Alarm spiked in me, but I calmed it down. Running would be stupid. There were plenty of guards all around the palace to stop me. There was no need to act guilty before I was even accused of anything.

Calming my worries, I tried to think what this meeting could be about. Questioning the guard wouldn’t help me, it wasn’t like the Council would provide her with an explanation of their orders. But whatever it was, I had to be ready for the worst .

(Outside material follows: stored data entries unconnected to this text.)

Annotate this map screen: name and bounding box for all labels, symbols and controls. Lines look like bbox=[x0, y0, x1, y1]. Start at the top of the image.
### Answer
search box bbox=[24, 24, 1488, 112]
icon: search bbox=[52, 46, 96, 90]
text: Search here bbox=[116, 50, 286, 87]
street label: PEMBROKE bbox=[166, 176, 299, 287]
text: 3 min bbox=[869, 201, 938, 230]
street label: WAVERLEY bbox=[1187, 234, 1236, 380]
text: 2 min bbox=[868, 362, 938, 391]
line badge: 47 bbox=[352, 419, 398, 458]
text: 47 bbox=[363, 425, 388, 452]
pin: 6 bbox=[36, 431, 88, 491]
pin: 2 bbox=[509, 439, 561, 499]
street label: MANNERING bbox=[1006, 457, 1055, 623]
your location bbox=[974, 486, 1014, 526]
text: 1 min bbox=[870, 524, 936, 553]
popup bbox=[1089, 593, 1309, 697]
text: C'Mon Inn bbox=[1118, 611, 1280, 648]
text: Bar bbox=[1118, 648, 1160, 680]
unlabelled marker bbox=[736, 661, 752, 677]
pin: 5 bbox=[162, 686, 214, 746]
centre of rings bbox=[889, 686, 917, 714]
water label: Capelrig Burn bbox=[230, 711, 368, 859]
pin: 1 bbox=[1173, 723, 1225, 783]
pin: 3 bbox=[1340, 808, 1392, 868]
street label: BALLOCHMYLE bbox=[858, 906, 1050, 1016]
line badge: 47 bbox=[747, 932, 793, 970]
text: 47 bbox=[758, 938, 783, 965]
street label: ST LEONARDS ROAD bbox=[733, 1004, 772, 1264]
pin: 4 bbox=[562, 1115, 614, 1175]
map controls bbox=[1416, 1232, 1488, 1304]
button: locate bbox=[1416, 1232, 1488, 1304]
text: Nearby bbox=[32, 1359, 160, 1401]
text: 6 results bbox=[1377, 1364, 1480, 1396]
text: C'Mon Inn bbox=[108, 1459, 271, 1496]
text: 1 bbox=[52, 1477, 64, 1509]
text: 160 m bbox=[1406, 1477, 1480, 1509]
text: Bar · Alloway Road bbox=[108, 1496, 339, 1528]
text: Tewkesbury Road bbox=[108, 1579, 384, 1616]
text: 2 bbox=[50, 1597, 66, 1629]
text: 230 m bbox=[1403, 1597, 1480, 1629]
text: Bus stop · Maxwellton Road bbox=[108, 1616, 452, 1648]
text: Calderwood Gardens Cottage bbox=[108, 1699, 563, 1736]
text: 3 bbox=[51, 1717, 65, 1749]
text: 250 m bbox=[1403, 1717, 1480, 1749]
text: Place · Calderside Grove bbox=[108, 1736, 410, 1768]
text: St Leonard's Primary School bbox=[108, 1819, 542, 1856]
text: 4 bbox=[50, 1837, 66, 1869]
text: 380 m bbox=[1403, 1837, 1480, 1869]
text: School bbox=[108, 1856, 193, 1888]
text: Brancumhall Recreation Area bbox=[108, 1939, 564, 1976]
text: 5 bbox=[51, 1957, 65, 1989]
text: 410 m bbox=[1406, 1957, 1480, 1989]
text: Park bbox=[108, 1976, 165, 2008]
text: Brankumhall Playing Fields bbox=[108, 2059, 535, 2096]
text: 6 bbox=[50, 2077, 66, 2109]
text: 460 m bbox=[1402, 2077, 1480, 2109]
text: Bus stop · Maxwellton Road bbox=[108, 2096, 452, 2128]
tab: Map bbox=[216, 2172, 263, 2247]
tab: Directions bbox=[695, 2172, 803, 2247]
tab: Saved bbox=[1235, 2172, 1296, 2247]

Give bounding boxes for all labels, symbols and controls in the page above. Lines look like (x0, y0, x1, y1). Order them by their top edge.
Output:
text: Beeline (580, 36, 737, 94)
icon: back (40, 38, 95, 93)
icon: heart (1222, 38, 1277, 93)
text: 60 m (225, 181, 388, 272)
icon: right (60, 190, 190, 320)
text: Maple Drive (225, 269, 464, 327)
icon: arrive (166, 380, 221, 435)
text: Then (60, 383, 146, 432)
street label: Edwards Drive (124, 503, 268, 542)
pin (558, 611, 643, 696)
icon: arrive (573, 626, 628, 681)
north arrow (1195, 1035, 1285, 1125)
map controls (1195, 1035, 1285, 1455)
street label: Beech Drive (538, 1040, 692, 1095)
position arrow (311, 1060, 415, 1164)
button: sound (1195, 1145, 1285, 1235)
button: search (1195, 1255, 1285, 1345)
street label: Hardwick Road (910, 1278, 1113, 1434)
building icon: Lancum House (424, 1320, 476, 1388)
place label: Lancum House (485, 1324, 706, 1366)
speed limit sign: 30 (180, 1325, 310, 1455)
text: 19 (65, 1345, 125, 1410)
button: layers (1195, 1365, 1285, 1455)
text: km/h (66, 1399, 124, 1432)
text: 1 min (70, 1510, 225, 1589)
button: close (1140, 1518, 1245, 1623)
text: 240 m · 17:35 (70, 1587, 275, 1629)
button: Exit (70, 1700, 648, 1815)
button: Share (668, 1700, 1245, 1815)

If the true purpose of my being in the sarai had been discovered, I had a plan to execute immediately. Except that it didn’t sit well with me now. And I knew why—I couldn’t hurt Ciana.

The guard opened the door to the council meeting room for me.

“This way, Joy Guardian.” She bowed her head, letting me enter.

A thick rug covered almost the entire marble floor with plush cushions arranged in a circle in the middle. The six council members sat on the cushions by the light of the candles in pyramidal stands. The fire in two brass braziers also aided in illuminating the space.

With my arrival, the conversation in the room halted. The three men and three women councilors turned to face me.

“Greetings, Joy Guardian. Please join us.” the Head Councilor, Lady Uryami, gestured at the free cushion in their circle.

Her inviting me to sit with them like their equal was a good sign. It meant I was still a guest at the palace, not a prisoner or an accused.

With a respectful bow, I sat on the cushion, folded my legs under me, and adjusted my skirt over my knees.

“It’s an honor to be here, esteemed Royal Council,” I said, still wondering what it could be all about.

“We received a disturbing report, Joy Guardian Kurai,” the Head Councilor said with her brows pinched in a frown of concern.

“And we were wondering if you could possibly provide us with some clarification,” Councilor Terent added.

“I’m happy to assist with anything I can,” I assured them, taking in measured, even breaths to keep calm.

Lady Uryami steepled her fingers in front of her lavishly decorated chest armor. “We have been informed by a source closely connected with your temple that there may be plans to sabotage the opening of the second portal.”

Fuck .

We were so close. Less than three weeks were left before it was possible to open the second portal. But if our plans had been discovered, the Royal Council would likely make it impossible for us to break into the sarai and abduct the humans in order to transport them back into their world.